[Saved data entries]
━━━━

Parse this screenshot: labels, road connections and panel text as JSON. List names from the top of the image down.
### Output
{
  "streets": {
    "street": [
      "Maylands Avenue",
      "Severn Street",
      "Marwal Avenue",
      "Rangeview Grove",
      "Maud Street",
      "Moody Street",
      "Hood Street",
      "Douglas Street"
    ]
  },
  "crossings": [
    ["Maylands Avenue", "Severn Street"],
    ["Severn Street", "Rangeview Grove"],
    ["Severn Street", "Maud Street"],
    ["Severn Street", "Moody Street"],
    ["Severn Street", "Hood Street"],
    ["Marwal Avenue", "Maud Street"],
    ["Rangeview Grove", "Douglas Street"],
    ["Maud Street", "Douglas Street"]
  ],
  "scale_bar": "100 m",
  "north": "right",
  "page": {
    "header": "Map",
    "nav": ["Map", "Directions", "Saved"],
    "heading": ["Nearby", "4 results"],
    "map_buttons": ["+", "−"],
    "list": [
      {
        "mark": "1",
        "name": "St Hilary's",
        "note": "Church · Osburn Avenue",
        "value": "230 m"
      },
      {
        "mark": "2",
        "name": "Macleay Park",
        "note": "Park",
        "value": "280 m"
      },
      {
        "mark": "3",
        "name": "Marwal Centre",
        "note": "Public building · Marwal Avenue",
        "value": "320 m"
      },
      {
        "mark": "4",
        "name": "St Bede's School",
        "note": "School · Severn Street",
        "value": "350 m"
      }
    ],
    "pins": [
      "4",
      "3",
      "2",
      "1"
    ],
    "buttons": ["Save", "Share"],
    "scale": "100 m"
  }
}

━━━━

Would you please reproduce the entries above word for word?

_SOLVED EXERCISE:_
Parse this screenshot: labels, road connections and panel text as JSON. List names from the top of the image down.
### Output
{
  "streets": {
    "street": [
      "Maylands Avenue",
      "Severn Street",
      "Marwal Avenue",
      "Rangeview Grove",
      "Maud Street",
      "Moody Street",
      "Hood Street",
      "Douglas Street"
    ]
  },
  "crossings": [
    ["Maylands Avenue", "Severn Street"],
    ["Severn Street", "Rangeview Grove"],
    ["Severn Street", "Maud Street"],
    ["Severn Street", "Moody Street"],
    ["Severn Street", "Hood Street"],
    ["Marwal Avenue", "Maud Street"],
    ["Rangeview Grove", "Douglas Street"],
    ["Maud Street", "Douglas Street"]
  ],
  "scale_bar": "100 m",
  "north": "right",
  "page": {
    "header": "Map",
    "nav": ["Map", "Directions", "Saved"],
    "heading": ["Nearby", "4 results"],
    "map_buttons": ["+", "−"],
    "list": [
      {
        "mark": "1",
        "name": "St Hilary's",
        "note": "Church · Osburn Avenue",
        "value": "230 m"
      },
      {
        "mark": "2",
        "name": "Macleay Park",
        "note": "Park",
        "value": "280 m"
      },
      {
        "mark": "3",
        "name": "Marwal Centre",
        "note": "Public building · Marwal Avenue",
        "value": "320 m"
      },
      {
        "mark": "4",
        "name": "St Bede's School",
        "note": "School · Severn Street",
        "value": "350 m"
      }
    ],
    "pins": [
      "4",
      "3",
      "2",
      "1"
    ],
    "buttons": ["Save", "Share"],
    "scale": "100 m"
  }
}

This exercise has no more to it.